Material provided
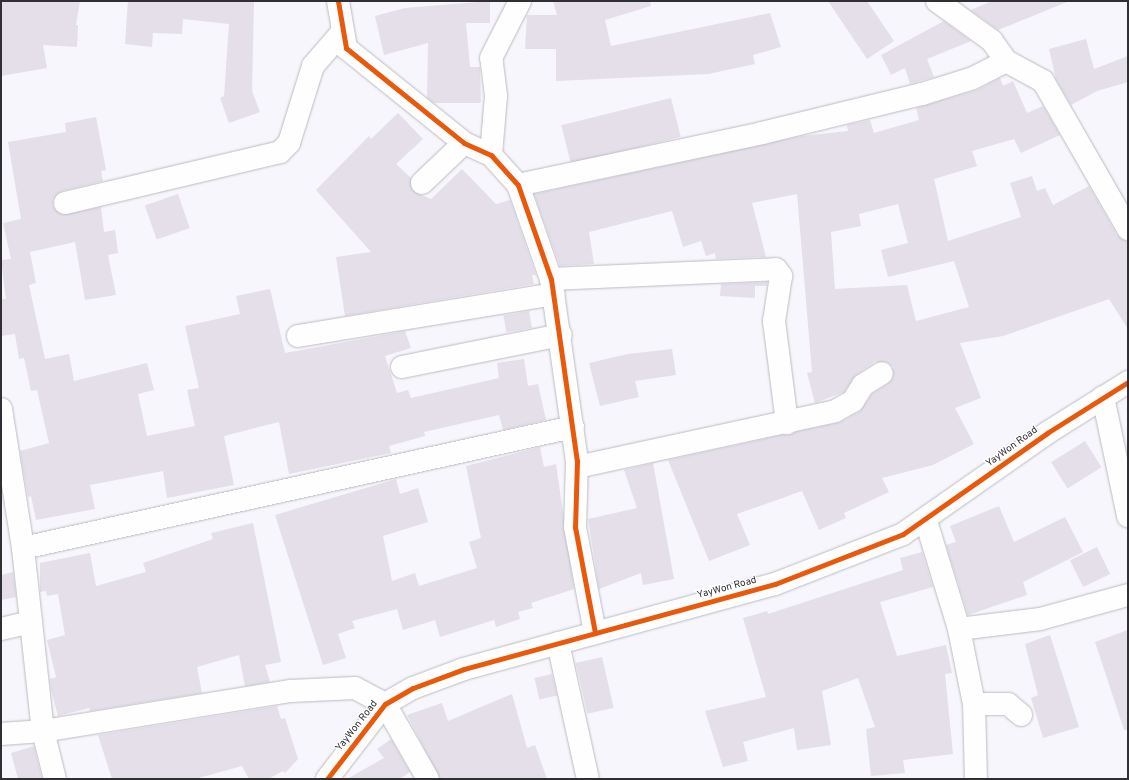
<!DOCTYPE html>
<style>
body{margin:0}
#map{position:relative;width:1129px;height:780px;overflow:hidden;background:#f6f6fc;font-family:Overpass,sans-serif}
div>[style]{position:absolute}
.building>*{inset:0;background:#e4dfe9;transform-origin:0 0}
.roads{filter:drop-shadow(0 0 1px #bbbbc0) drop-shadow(0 0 1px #bbbbc0)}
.street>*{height:22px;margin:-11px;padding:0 11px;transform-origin:11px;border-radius:11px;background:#fefeff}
.cycleway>*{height:5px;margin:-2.5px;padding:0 2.5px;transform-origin:2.5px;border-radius:2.5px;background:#e8590c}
span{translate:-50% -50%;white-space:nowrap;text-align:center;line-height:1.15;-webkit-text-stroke:3px #fff;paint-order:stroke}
.street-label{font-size:10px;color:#302f34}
.frame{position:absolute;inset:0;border:2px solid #302f34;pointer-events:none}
</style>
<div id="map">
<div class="building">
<div style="clip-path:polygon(1px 1px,80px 1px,76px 25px,78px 25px,77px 47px,43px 45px,47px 68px,1px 76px)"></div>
<div style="clip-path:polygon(128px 1px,254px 1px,252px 91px,260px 112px,229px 123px,220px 98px,224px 96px,229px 24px,183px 19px,182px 34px,153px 33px,152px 47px,125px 44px)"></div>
<div style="clip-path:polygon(490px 1px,490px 23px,466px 23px,470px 67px,480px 67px,481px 103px,434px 103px,427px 98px,428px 43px,384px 55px,375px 16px,405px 8px)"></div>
<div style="clip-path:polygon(553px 1px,650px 1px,651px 6px,605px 20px,611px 46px,770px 13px,781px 47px,753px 55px,755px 64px,708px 74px,556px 81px,556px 49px,525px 49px,527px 15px,557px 15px)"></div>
<div style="clip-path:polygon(828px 1px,867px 1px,894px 41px,867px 59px)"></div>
<div style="clip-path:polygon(992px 1px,1067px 1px,1067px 2px,998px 30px,971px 10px)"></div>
<div style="clip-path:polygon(944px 21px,971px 41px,927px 59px,934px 77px,910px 84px,905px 68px,891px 75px,881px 55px)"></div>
<div style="clip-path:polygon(1086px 39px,1094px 69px,1128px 56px,1128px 82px,1097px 91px,1071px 105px,1056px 79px,1049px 49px)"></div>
<div style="clip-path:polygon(evenodd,1000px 78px,1003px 86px,1013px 81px,1027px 113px,1043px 106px,1060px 135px,1021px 153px,1014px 139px,972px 151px,977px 166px,934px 179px,948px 241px,1021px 217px,1010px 183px,1032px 176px,1037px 191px,1045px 188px,1053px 205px,1089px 186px,1117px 235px,1128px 241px,1128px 329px,1109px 299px,1003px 336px,960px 343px,981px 398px,955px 408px,974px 444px,933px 465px,882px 478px,889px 492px,844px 513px,846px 518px,819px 530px,802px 491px,737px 514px,750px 545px,709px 561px,668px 460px,841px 422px,859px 412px,872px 394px,889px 383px,893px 378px,893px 367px,887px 362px,875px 362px,856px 375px,844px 392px,815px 403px,807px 373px,812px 372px,797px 194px,752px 203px,766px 257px,716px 259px,715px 253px,706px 256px,701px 241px,683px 247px,672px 211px,589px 232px,594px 264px,560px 266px,534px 194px,802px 136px,848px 131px,847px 125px,870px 120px,874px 133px,919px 120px,916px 108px,977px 90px,1000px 78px,898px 204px,908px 243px,881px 250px,888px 277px,954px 261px,969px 307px,916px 321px,907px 285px,835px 289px,831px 232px,861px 226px,859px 214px,898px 204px)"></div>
<div style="left:671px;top:98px;width:40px;height:113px;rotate:76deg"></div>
<div style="clip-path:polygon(398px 113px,423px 139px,396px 164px,411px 178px,413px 191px,431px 199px,462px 169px,496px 204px,510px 200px,536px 275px,532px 275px,534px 284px,345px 316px,336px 257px,371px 252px,316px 190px,369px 136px,371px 139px)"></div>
<div style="clip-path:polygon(96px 117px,106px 170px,101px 171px,103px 181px,62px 191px,53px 199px,53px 206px,62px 215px,101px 207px,104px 232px,115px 230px,118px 253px,108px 255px,116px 295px,85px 300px,75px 242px,30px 252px,36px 283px,29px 285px,45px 359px,69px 354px,74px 381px,147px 363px,154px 390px,138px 394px,147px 436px,195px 426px,187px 390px,199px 388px,185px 326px,240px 314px,236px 296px,270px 289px,285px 353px,405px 331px,411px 348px,385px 356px,397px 393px,408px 390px,411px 398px,499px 378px,497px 363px,524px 359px,528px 386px,538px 384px,546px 420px,503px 430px,499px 415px,424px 432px,425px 436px,389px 446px,391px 453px,289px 474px,279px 422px,224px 436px,234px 485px,167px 498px,163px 471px,90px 485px,95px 509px,36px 520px,31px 496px,28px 497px,20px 451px,49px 443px,37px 390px,31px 391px,24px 358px,19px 359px,15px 334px,1px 336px,1px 299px,6px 299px,1px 260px,11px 259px,3px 223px,21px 219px,8px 142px,66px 132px,65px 123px)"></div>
<div style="left:178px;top:194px;width:36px;height:35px;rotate:71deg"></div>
<div style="clip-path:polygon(767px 282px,767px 286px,755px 286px,755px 298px,720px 296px,721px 284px)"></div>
<div style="left:529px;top:311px;width:17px;height:26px;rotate:80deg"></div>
<div style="clip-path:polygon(672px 349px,676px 375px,635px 381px,639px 397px,600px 406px,589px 363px,628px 354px)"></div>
<div style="left:1085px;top:441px;width:31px;height:40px;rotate:58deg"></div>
<div style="clip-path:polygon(540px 447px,544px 467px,556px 464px,574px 589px,531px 603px,533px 608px,518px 612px,520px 619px,496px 627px,494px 620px,440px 637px,435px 620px,403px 630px,397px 609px,352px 621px,355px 628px,338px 634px,346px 658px,323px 665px,275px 515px,396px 479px,400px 494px,418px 488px,428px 522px,383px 536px,392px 581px,415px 573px,419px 586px,477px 568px,469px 542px,481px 538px,466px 466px)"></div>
<div style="clip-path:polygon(653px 463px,674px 579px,643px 585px,641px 573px,599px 589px,588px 519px,637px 508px,624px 470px)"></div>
<div style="clip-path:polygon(999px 506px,1014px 542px,1065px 517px,1083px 552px,1023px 582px,1027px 595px,968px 615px,946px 545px,956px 542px,950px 526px)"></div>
<div style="clip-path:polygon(253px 523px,281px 662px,265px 665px,270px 682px,245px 686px,239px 655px,197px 667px,202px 693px,90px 711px,89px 708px,58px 716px,51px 690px,50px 679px,56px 677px,47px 640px,65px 635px,58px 594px,47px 596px,46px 591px,40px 592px,40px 563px,90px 553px,96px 586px,146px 572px,143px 563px,213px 539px,211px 533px)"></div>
<div style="left:1097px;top:547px;width:30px;height:30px;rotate:64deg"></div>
<div style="clip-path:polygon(922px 552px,933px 587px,880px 602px,897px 656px,946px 645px,952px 673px,945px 674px,953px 754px,903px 760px,905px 773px,871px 776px,866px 729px,875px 727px,858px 678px,822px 691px,831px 745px,797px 750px,794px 728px,743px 742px,748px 761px,723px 767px,705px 711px,766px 697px,743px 618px,767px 611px,768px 614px,903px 570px,900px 558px)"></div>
<div style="clip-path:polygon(13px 572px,16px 597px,1px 600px,1px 575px)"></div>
<div style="clip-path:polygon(1128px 630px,1128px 730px,1124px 730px,1095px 642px)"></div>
<div style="clip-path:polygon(1050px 635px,1079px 727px,1043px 738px,1031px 698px,1038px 695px,1025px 644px)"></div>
<div style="left:602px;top:657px;width:52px;height:27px;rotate:77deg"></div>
<div style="left:552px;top:674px;width:22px;height:18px;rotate:77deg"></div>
<div style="clip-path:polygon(512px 694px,527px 748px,535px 745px,547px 779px,440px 779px,407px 715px,442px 703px,448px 721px)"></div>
<div style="clip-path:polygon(277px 706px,281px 719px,285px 718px,298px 759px,285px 773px,283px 771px,268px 779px,249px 779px,242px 766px,195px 779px,112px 779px,98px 735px)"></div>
<div style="clip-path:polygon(391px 739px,410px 772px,400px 779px,347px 779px,384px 758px,377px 749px)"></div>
<div style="clip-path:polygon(34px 746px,42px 779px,18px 779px,11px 753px)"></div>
</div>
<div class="roads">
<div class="street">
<div style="left:338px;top:1px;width:48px;rotate:80.3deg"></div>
<div style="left:346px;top:48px;width:151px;rotate:38.8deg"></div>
<div style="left:464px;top:143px;width:30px;rotate:24deg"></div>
<div style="left:491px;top:155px;width:40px;rotate:48deg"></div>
<div style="left:518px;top:185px;width:100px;rotate:70.7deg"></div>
<div style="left:551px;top:279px;width:184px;rotate:81.9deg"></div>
<div style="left:577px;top:461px;width:66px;rotate:91.7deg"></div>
<div style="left:575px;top:527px;width:108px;rotate:79.3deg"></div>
<div style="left:937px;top:1px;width:68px;rotate:36deg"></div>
<div style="left:992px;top:41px;width:24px;rotate:55deg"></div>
<div style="left:1006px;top:61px;width:42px;rotate:28.4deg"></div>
<div style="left:1043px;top:81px;width:171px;rotate:60.1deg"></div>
<div style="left:491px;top:155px;width:59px;rotate:-85.2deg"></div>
<div style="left:496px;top:96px;width:38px;rotate:-97deg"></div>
<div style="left:491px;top:58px;width:64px;rotate:-63deg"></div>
<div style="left:422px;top:183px;width:58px;rotate:-43.6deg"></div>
<div style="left:518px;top:185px;width:249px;rotate:-12deg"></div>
<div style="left:762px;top:133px;width:165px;rotate:-13.7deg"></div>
<div style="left:922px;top:94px;width:53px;rotate:-17.4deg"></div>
<div style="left:973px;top:78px;width:37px;rotate:-27deg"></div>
<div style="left:65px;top:203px;width:221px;rotate:-13.3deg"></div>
<div style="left:280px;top:152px;width:13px;rotate:-45deg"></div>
<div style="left:289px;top:143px;width:81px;rotate:-72.7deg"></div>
<div style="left:313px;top:66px;width:46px;rotate:-49.4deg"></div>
<div style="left:551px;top:279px;width:225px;rotate:-2.5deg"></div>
<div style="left:776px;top:269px;width:9px;rotate:54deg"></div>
<div style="left:781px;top:276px;width:46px;rotate:98.8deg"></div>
<div style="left:774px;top:321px;width:103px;rotate:82.7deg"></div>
<div style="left:298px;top:336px;width:259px;rotate:-9.3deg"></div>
<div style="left:402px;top:367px;width:162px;rotate:-11.4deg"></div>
<div style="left:1103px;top:397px;width:122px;rotate:78.1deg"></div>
<div style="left:1px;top:409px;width:141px;rotate:81deg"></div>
<div style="left:23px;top:548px;width:184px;rotate:83.8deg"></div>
<div style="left:43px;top:731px;width:49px;rotate:76deg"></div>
<div style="left:577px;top:467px;width:264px;rotate:-12.2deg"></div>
<div style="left:835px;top:411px;width:21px;rotate:-29deg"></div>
<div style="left:853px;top:401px;width:19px;rotate:-58deg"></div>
<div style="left:863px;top:385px;width:22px;rotate:-32deg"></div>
<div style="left:926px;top:521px;width:113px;rotate:73deg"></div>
<div style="left:959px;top:629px;width:76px;rotate:78.7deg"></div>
<div style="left:974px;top:704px;width:75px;rotate:88.5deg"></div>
<div style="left:23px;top:548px;width:563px;rotate:-12.41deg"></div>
<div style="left:1px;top:629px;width:31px;rotate:-13deg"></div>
<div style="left:959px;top:629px;width:82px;rotate:-7deg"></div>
<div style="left:1040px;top:619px;width:91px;rotate:-15.3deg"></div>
<div style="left:558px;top:643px;width:139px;rotate:77.6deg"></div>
<div style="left:974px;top:704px;width:34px"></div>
<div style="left:1008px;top:704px;width:17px;rotate:40deg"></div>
<div style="left:1px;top:734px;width:42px;rotate:-4.1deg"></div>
<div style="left:43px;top:731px;width:251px;rotate:-9.2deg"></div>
<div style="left:291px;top:691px;width:64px;rotate:-2.7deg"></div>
<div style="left:355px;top:688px;width:34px;rotate:28deg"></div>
<div style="left:385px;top:704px;width:86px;rotate:60.2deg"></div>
<div style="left:327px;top:779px;width:95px;rotate:-52.3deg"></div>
<div style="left:385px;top:704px;width:32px;rotate:-30deg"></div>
<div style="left:413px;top:688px;width:54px;rotate:-20.4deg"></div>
<div style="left:464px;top:669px;width:322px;rotate:-15.3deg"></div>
<div style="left:775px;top:584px;width:137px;rotate:-21.3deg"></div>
<div style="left:903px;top:534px;width:176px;rotate:-35deg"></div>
<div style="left:1047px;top:433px;width:96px;rotate:-32.2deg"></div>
</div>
</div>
<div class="cycleway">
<div style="left:338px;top:1px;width:48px;rotate:80.3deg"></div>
<div style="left:346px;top:48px;width:151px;rotate:38.8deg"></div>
<div style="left:464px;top:143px;width:30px;rotate:24deg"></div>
<div style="left:491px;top:155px;width:40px;rotate:48deg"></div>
<div style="left:518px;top:185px;width:100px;rotate:70.7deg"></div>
<div style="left:551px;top:279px;width:184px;rotate:81.9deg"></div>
<div style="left:577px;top:461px;width:66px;rotate:91.7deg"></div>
<div style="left:575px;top:527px;width:108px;rotate:79.3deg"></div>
<div style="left:327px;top:779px;width:95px;rotate:-52.3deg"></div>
<div style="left:385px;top:704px;width:32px;rotate:-30deg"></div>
<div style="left:413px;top:688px;width:54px;rotate:-20.4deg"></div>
<div style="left:464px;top:669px;width:322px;rotate:-15.3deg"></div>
<div style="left:775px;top:584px;width:137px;rotate:-21.3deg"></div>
<div style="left:903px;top:534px;width:176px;rotate:-35deg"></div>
<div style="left:1047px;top:433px;width:96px;rotate:-32.2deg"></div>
</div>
<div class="street-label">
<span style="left:1012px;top:447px;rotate:-36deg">YayWon Road</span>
<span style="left:727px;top:588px;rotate:-15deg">YayWon Road</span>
<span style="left:357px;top:726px;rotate:-52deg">YayWon Road</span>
</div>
<div class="frame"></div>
</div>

Goal of the exercise
When you transcribe the entries above, begin at their first line, end with the line containing "1px #bbbbc0) drop-shadow(0", and copy each line exactly without any picture.

Task response
<!DOCTYPE html>
<style>
body{margin:0}
#map{position:relative;width:1129px;height:780px;overflow:hidden;background:#f6f6fc;font-family:Overpass,sans-serif}
div>[style]{position:absolute}
.building>*{inset:0;background:#e4dfe9;transform-origin:0 0}
.roads{filter:drop-shadow(0 0 1px #bbbbc0) drop-shadow(0 0 1px #bbbbc0)}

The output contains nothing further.